Input for this task Start Marker

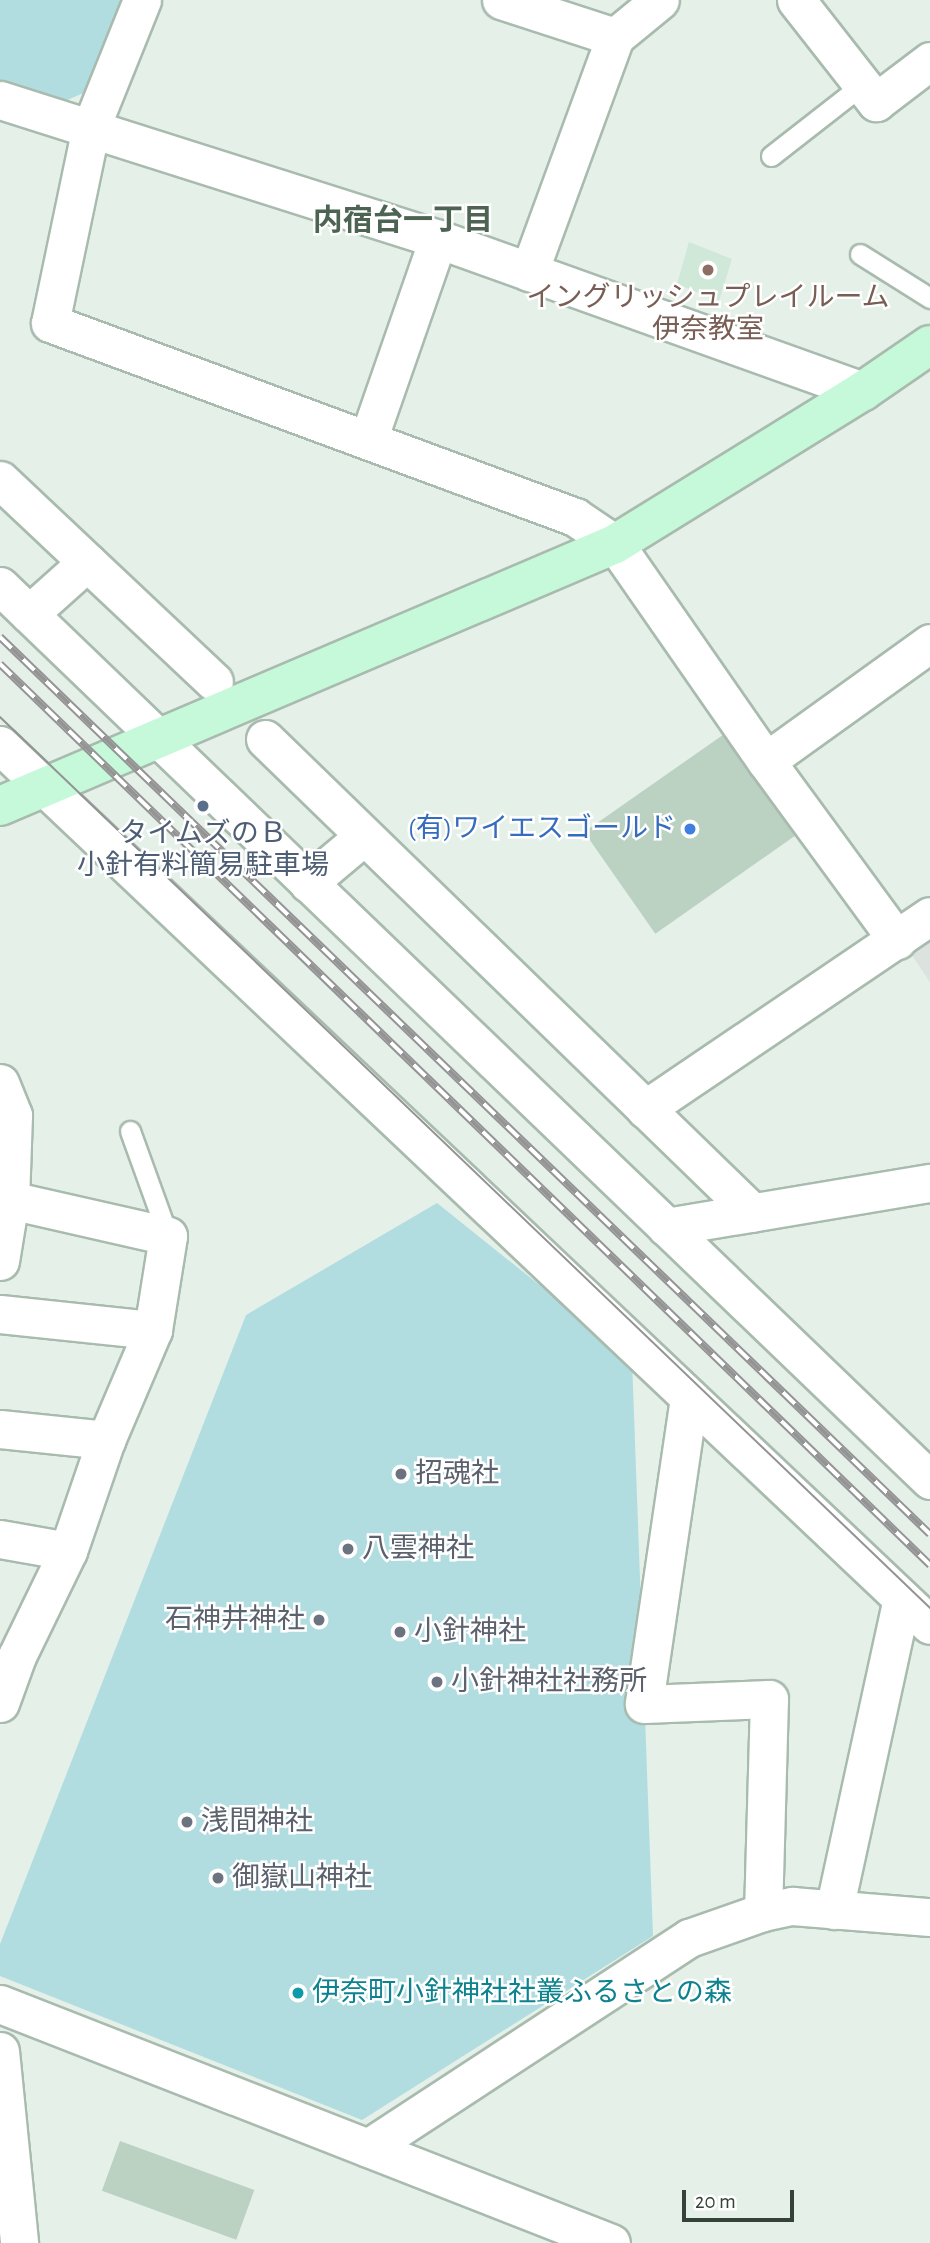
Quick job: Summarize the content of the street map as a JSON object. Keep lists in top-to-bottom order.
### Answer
{
  "districts": ["内宿台一丁目"],
  "places": [
    "イングリッシュプレイルーム 伊奈教室",
    "タイムズのＢ 小針有料簡易駐車場",
    "(有)ワイエスゴールド",
    "招魂社",
    "八雲神社",
    "石神井神社",
    "小針神社",
    "小針神社社務所",
    "浅間神社",
    "御嶽山神社",
    "伊奈町小針神社社叢ふるさとの森"
  ],
  "scale_bar": "20 m"
}
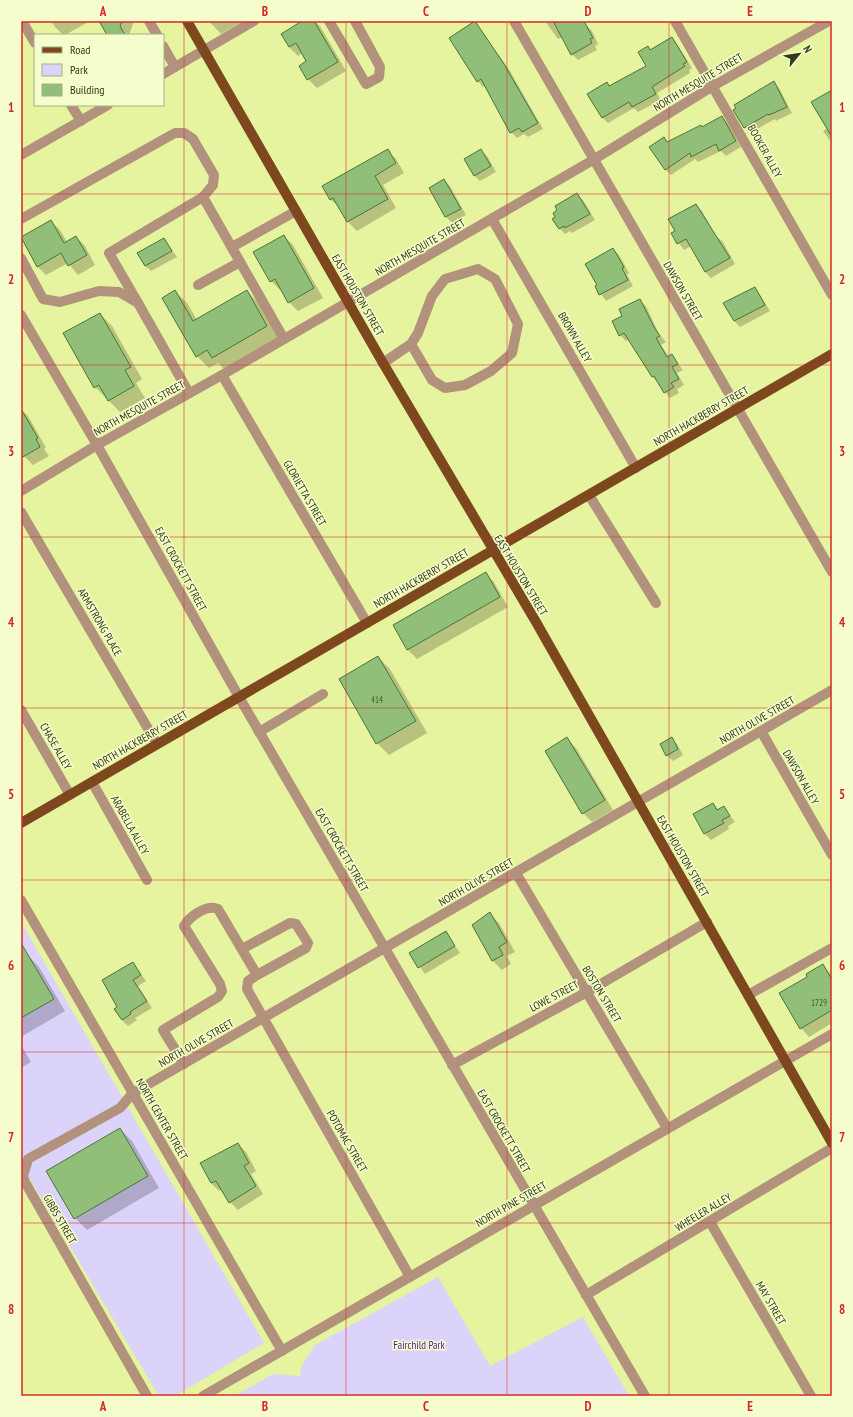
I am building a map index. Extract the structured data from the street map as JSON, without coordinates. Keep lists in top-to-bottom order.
{
  "streets": {
    "main road": ["EAST HOUSTON STREET", "NORTH HACKBERRY STREET"],
    "street": [
      "NORTH MESQUITE STREET",
      "BOOKER ALLEY",
      "DAWSON STREET",
      "BROWN ALLEY",
      "GLORIETTA STREET",
      "EAST CROCKETT STREET",
      "ARMSTRONG PLACE",
      "NORTH OLIVE STREET",
      "CHASE ALLEY",
      "DAWSON ALLEY",
      "ARABELLA ALLEY",
      "BOSTON STREET",
      "LOWE STREET",
      "NORTH CENTER STREET",
      "POTOMAC STREET",
      "NORTH PINE STREET",
      "WHEELER ALLEY",
      "GIBBS STREET",
      "MAY STREET"
    ]
  },
  "crossings": [
    ["NORTH MESQUITE STREET", "BOOKER ALLEY"],
    ["NORTH MESQUITE STREET", "DAWSON STREET"],
    ["NORTH MESQUITE STREET", "EAST HOUSTON STREET"],
    ["NORTH MESQUITE STREET", "BROWN ALLEY"],
    ["NORTH MESQUITE STREET", "GLORIETTA STREET"],
    ["NORTH MESQUITE STREET", "EAST CROCKETT STREET"],
    ["DAWSON STREET", "NORTH HACKBERRY STREET"],
    ["EAST HOUSTON STREET", "NORTH HACKBERRY STREET"],
    ["EAST HOUSTON STREET", "NORTH OLIVE STREET"],
    ["EAST HOUSTON STREET", "LOWE STREET"],
    ["EAST HOUSTON STREET", "NORTH PINE STREET"],
    ["BROWN ALLEY", "NORTH HACKBERRY STREET"],
    ["NORTH HACKBERRY STREET", "GLORIETTA STREET"],
    ["NORTH HACKBERRY STREET", "EAST CROCKETT STREET"],
    ["NORTH HACKBERRY STREET", "ARMSTRONG PLACE"],
    ["NORTH HACKBERRY STREET", "CHASE ALLEY"],
    ["NORTH HACKBERRY STREET", "ARABELLA ALLEY"],
    ["EAST CROCKETT STREET", "NORTH OLIVE STREET"],
    ["EAST CROCKETT STREET", "LOWE STREET"],
    ["EAST CROCKETT STREET", "NORTH PINE STREET"],
    ["EAST CROCKETT STREET", "WHEELER ALLEY"],
    ["NORTH OLIVE STREET", "DAWSON ALLEY"],
    ["NORTH OLIVE STREET", "BOSTON STREET"],
    ["NORTH OLIVE STREET", "NORTH CENTER STREET"],
    ["NORTH OLIVE STREET", "POTOMAC STREET"],
    ["NORTH OLIVE STREET", "GIBBS STREET"],
    ["BOSTON STREET", "LOWE STREET"],
    ["BOSTON STREET", "NORTH PINE STREET"],
    ["NORTH CENTER STREET", "NORTH PINE STREET"],
    ["NORTH CENTER STREET", "GIBBS STREET"],
    ["POTOMAC STREET", "NORTH PINE STREET"],
    ["WHEELER ALLEY", "MAY STREET"]
  ],
  "parks": ["Fairchild Park"],
  "house_numbers": ["414", "1729"],
  "legend": ["Road", "Park", "Building"],
  "north": "top right",
  "grid": {
    "columns": [
      "A",
      "B",
      "C",
      "D",
      "E"
    ],
    "rows": [
      "1",
      "2",
      "3",
      "4",
      "5",
      "6",
      "7",
      "8"
    ]
  }
}
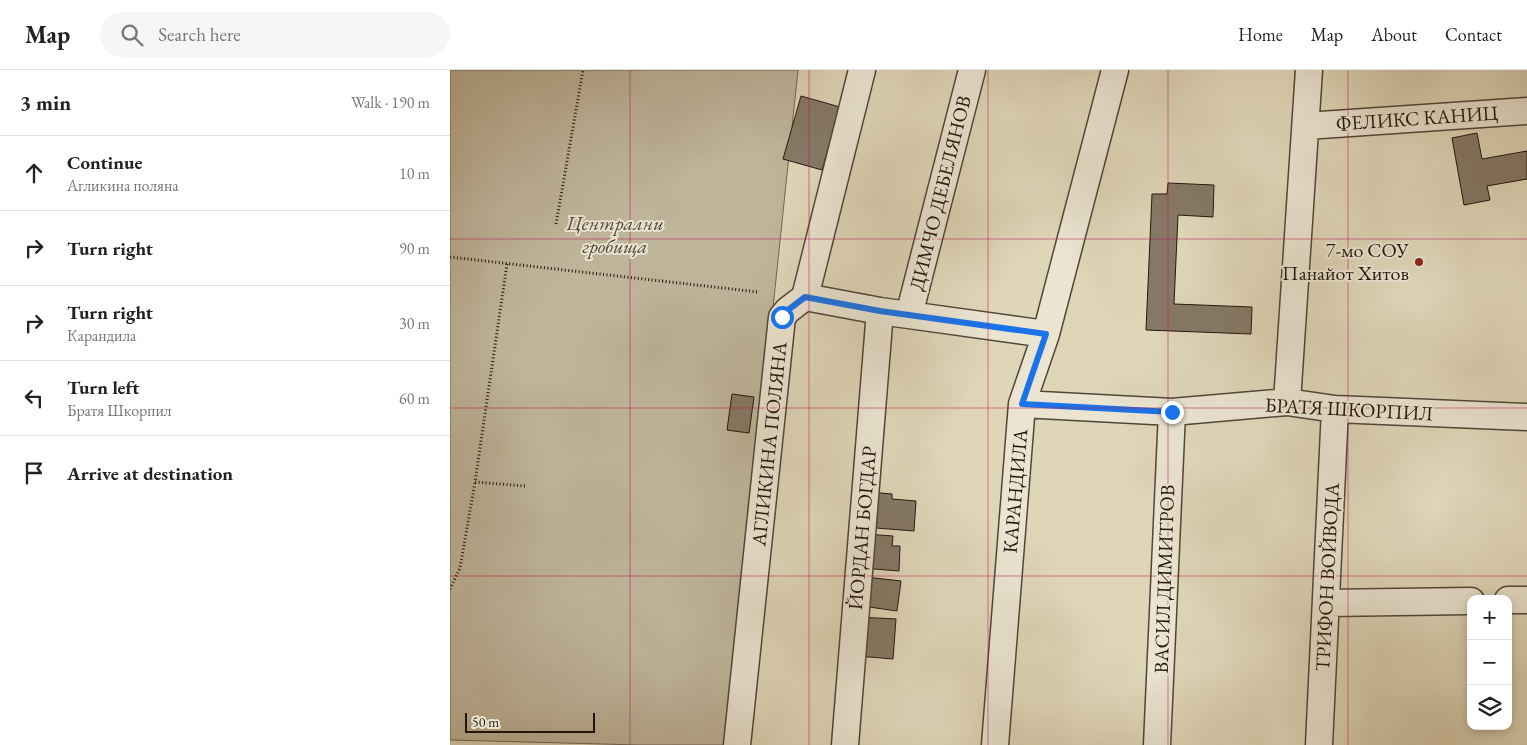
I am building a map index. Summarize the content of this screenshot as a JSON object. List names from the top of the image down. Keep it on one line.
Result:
{"streets":{"street":["ФЕЛИКС КАНИЦ","ДИМЧО ДЕБЕЛЯНОВ","БРАТЯ ШКОРПИЛ","АГЛИКИНА ПОЛЯНА","КАРАНДИЛА","ЙОРДАН БОГДАР","ТРИФОН ВОЙВОДА","ВАСИЛ ДИМИТРОВ"]},"crossings":[["БРАТЯ ШКОРПИЛ","КАРАНДИЛА"],["БРАТЯ ШКОРПИЛ","ТРИФОН ВОЙВОДА"],["БРАТЯ ШКОРПИЛ","ВАСИЛ ДИМИТРОВ"]],"parks":["Централни гробища"],"places":["7-мо СОУ Панайот Хитов"],"scale_bar":"50 m","page":{"header":"Map","search":"Search here","nav":["Home","Map","About","Contact"],"heading":["3 min","Walk · 190 m"],"list":[["Continue","Агликина поляна","10 m"],["Turn right","90 m"],["Turn right","Карандила","30 m"],["Turn left","Братя Шкорпил","60 m"],"Arrive at destination"],"map_buttons":["+","−"],"scale":"50 m"}}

Input for this task End Marker

Return each line of the data where the word "bottom" appears.

Answer to this task –
Quick job: Summarize the content of the street map as a JSON object. Keep lists in top-to-bottom order.
I am building a map index. Extract the structured data from the street map as JSON, without coordinates. Keep lists in top-to-bottom order.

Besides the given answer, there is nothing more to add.